— Instructions for the task —
Search the entries for the word "canvas" and copy each line that has it.

— Given records —
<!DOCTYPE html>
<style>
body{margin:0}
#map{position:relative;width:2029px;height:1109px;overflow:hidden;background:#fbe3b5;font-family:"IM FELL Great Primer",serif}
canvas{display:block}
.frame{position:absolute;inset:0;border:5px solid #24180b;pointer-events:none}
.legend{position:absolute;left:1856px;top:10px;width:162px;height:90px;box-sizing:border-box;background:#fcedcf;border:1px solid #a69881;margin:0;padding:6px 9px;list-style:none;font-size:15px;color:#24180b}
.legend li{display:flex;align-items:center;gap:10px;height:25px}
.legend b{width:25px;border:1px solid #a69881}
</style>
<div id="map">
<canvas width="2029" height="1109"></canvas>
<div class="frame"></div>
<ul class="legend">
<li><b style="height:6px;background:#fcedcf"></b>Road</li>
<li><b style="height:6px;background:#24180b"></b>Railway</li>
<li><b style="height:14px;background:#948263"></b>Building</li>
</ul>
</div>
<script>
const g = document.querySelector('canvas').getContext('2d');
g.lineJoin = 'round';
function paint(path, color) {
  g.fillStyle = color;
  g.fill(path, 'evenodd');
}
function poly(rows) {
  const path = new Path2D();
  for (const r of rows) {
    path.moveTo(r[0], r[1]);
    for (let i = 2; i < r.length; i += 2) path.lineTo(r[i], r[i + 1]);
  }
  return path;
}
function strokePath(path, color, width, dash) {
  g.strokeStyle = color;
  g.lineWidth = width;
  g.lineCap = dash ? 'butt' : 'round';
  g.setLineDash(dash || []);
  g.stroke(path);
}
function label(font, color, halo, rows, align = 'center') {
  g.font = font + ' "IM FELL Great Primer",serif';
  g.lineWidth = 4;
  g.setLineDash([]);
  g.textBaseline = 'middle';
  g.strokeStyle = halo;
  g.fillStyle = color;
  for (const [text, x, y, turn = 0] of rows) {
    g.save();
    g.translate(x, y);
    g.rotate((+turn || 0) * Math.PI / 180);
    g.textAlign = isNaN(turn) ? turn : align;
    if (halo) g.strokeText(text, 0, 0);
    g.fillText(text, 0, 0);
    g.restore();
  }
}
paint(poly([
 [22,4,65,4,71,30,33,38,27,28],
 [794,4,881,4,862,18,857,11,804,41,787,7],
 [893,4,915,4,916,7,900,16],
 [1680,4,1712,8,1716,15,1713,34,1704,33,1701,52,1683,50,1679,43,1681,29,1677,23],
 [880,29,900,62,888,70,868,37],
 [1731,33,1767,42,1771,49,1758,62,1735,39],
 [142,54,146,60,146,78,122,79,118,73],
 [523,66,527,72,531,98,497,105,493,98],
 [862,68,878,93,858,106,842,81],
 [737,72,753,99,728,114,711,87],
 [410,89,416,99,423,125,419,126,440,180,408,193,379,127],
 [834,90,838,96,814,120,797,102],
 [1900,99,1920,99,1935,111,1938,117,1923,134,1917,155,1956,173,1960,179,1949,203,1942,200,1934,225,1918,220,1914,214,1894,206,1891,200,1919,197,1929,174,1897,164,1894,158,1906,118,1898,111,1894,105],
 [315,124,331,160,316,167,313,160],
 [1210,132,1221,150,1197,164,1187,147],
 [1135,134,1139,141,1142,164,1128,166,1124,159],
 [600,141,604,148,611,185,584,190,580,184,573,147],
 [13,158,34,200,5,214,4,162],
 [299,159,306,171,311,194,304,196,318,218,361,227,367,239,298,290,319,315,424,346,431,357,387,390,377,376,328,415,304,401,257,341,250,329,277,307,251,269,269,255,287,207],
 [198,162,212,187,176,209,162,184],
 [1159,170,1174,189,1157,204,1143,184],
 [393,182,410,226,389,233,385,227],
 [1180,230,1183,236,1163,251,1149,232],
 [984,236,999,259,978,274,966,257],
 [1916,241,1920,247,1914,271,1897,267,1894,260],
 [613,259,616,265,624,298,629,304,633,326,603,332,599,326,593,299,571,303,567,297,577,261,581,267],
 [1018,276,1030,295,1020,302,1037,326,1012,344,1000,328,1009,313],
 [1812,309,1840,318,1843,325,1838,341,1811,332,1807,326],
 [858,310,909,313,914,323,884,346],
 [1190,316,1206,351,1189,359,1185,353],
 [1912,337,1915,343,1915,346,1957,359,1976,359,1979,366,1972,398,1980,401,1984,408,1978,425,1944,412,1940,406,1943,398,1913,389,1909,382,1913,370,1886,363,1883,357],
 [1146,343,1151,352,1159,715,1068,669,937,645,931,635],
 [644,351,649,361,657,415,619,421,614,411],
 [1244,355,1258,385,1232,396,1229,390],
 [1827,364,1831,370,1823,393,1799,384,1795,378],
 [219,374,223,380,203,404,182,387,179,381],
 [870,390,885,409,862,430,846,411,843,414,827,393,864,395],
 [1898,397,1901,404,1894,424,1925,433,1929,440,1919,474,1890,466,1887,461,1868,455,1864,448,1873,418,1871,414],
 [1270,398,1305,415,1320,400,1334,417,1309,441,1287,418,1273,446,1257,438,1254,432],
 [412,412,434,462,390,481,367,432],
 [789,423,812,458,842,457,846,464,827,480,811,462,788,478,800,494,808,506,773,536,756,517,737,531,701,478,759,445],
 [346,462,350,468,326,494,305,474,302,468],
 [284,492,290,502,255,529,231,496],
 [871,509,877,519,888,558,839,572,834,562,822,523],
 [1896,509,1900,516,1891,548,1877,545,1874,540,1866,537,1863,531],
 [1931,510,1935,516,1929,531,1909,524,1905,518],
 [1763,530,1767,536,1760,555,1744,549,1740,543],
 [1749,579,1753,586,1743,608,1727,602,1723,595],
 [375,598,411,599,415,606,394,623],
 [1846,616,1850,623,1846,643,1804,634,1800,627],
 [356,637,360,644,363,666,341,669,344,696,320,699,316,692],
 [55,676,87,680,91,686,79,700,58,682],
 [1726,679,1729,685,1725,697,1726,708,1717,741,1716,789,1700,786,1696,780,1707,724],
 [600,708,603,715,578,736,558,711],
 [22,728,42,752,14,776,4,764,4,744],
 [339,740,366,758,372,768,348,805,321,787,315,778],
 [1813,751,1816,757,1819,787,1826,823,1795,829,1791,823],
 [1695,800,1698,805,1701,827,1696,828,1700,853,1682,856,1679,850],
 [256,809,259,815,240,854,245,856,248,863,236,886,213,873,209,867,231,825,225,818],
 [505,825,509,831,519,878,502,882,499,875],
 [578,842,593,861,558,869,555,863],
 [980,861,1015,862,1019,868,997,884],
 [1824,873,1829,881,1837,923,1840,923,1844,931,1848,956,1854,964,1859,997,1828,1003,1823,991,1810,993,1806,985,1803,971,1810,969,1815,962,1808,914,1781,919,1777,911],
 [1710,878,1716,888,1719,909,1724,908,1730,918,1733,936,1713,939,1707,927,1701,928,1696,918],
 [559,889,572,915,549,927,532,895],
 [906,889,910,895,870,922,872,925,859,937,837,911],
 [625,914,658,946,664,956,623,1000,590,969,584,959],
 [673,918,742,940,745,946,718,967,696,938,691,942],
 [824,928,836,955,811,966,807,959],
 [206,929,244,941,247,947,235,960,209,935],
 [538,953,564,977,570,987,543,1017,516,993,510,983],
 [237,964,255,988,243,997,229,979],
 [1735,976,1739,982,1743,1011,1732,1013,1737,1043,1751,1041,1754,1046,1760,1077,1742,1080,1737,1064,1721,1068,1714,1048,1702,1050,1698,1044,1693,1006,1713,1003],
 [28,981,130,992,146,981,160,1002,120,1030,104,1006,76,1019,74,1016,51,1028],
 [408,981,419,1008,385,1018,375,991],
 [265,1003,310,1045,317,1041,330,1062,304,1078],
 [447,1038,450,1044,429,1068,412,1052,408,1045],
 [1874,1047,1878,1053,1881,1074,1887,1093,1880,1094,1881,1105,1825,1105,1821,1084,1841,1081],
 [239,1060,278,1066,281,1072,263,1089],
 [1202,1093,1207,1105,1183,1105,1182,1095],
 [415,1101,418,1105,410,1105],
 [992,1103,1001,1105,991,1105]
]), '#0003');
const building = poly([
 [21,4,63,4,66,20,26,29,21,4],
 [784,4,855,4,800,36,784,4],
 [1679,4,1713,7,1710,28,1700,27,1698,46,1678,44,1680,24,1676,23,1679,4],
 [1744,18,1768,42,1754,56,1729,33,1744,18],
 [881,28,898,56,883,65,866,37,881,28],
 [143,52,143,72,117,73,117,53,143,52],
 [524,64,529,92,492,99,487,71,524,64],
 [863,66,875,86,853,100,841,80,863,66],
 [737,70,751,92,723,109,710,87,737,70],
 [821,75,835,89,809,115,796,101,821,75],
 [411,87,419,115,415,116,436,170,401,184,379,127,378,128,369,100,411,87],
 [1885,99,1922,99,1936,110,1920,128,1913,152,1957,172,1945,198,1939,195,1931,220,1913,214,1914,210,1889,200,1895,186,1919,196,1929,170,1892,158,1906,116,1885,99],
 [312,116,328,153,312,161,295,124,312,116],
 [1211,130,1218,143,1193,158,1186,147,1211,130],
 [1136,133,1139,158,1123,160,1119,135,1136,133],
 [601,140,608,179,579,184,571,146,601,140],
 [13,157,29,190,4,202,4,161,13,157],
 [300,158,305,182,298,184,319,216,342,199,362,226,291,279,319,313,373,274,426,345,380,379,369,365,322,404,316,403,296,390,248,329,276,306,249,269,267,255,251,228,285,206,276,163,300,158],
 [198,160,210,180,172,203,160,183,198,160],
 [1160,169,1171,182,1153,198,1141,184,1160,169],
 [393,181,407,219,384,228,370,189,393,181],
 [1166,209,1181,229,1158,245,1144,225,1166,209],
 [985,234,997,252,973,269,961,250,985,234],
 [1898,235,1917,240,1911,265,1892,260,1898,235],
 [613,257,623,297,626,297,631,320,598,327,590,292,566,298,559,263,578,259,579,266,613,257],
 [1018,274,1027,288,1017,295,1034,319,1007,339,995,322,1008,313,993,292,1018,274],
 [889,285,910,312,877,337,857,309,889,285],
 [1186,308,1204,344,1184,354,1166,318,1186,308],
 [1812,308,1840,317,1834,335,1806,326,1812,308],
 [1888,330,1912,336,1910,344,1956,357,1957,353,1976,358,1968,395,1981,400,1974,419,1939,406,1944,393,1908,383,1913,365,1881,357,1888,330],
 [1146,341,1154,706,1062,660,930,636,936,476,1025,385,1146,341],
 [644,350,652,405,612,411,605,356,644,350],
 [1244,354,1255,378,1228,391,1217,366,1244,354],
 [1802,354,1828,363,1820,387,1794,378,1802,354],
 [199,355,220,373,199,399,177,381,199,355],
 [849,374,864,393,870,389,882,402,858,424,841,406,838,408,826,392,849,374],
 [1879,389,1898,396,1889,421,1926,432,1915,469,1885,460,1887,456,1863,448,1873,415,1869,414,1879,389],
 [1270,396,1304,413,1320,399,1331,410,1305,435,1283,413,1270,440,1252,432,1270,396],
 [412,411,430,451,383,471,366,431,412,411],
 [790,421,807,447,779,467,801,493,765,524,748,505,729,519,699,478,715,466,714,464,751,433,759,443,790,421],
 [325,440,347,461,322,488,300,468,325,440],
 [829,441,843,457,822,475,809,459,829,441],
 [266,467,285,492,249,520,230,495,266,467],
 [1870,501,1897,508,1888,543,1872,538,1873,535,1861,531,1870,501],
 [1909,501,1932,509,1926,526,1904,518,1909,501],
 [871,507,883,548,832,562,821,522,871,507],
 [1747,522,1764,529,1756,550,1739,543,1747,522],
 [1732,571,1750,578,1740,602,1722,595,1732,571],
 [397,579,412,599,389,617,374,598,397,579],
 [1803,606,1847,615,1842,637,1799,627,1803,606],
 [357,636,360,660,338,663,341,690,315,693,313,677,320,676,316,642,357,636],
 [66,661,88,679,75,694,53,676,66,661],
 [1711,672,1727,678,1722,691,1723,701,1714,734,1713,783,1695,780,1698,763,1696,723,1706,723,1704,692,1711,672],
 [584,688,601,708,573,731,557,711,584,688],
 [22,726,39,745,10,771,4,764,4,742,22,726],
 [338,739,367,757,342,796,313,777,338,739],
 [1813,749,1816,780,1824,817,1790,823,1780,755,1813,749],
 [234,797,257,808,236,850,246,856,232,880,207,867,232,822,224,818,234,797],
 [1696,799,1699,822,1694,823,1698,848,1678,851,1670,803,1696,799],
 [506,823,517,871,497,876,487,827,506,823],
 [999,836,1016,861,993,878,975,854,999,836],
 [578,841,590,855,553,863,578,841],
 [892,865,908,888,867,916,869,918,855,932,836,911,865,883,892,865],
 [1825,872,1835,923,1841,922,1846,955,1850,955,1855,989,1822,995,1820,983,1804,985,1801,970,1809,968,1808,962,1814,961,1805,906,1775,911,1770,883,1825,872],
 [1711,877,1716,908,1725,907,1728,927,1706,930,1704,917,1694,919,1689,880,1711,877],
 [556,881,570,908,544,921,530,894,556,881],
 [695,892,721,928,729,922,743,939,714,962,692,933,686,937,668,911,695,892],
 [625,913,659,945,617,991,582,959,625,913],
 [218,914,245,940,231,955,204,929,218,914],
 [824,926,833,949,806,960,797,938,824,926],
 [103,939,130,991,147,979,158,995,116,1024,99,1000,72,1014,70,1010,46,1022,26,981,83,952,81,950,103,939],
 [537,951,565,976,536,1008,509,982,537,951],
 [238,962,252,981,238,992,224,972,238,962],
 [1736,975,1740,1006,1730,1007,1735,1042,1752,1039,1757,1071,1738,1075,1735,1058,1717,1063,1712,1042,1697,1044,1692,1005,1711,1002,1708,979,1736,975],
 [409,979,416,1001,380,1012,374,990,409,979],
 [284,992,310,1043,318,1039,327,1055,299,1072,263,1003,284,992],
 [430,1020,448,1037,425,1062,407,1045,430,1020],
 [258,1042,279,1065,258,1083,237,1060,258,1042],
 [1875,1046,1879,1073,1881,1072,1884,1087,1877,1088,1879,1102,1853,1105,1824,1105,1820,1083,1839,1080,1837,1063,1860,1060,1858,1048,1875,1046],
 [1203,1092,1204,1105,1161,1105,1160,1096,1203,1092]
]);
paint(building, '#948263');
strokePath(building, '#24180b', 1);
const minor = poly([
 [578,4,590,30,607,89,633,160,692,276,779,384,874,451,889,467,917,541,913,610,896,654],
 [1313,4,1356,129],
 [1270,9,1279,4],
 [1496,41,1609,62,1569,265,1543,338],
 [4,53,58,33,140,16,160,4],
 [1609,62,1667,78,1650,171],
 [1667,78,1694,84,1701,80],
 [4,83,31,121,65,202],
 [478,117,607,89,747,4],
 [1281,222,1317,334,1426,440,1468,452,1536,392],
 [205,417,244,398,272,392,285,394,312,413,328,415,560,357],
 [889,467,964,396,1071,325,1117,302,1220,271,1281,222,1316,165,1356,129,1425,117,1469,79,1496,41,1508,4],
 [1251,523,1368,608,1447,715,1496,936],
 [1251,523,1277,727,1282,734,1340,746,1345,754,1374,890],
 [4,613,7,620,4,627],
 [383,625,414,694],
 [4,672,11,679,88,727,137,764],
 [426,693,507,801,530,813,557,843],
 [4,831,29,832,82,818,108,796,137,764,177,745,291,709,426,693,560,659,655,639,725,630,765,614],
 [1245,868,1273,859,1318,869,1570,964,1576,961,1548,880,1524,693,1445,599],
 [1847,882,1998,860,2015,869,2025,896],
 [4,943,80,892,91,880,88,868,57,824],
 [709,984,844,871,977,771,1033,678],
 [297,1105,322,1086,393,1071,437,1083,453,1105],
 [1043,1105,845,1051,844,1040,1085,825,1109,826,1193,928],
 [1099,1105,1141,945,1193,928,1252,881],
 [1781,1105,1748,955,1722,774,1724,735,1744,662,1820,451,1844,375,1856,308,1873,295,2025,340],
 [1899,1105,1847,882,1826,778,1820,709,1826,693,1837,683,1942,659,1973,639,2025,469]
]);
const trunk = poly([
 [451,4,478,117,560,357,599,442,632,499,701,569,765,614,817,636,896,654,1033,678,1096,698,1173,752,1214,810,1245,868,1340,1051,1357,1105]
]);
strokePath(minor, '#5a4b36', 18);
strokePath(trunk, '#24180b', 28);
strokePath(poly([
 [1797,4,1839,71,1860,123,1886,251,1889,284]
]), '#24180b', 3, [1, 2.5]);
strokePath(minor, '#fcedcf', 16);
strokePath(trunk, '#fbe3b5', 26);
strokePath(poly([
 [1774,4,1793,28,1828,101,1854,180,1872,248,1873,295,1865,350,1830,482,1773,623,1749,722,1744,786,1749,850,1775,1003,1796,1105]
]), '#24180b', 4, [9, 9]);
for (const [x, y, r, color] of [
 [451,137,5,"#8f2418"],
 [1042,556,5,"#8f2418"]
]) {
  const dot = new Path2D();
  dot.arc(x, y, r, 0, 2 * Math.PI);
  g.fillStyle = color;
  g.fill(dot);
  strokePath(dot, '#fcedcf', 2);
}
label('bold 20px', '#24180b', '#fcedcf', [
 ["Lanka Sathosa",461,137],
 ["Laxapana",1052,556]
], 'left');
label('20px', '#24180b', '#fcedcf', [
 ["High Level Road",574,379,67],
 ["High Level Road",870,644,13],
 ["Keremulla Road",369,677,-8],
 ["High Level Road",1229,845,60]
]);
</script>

— Worked solution —
canvas{display:block}
<canvas width="2029" height="1109"></canvas>
const g = document.querySelector('canvas').getContext('2d');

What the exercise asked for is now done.